Extracted records:
# # # # #

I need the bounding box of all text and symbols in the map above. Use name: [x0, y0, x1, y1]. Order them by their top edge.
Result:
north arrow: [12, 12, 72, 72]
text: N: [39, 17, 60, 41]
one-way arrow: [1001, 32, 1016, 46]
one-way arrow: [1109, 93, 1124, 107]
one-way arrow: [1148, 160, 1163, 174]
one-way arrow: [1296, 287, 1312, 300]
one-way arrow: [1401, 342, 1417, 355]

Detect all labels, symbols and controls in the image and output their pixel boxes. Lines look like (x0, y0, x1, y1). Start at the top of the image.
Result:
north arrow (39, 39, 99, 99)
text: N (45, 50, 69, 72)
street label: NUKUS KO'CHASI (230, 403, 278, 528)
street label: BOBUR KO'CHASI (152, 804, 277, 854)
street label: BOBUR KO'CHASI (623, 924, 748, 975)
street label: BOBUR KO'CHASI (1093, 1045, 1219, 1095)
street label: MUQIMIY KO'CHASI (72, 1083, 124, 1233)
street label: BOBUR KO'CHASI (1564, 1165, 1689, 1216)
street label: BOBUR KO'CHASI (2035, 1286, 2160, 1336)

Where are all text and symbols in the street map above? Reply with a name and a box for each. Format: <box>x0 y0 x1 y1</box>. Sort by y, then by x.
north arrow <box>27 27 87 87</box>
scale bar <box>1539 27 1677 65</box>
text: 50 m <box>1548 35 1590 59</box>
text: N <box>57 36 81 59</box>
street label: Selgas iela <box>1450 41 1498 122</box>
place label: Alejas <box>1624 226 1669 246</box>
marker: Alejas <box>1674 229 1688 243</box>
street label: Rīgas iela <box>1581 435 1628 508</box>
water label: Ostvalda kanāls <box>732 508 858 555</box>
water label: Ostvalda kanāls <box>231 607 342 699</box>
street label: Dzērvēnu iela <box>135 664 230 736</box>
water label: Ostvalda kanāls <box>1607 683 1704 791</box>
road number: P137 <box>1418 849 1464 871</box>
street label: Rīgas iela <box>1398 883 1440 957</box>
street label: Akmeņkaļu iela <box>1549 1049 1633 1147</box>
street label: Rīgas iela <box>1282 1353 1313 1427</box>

# # # # #

__Directions__: Search the data above and return each line in which "their" occurs.

__Solution below__:
I need the bounding box of all text and symbols in the map above. Use name: [x0, y0, x1, y1]. Order them by their top edge.
Detect all labels, symbols and controls in the image and output their pixel boxes. Lines look like (x0, y0, x1, y1). Start at the top of the image.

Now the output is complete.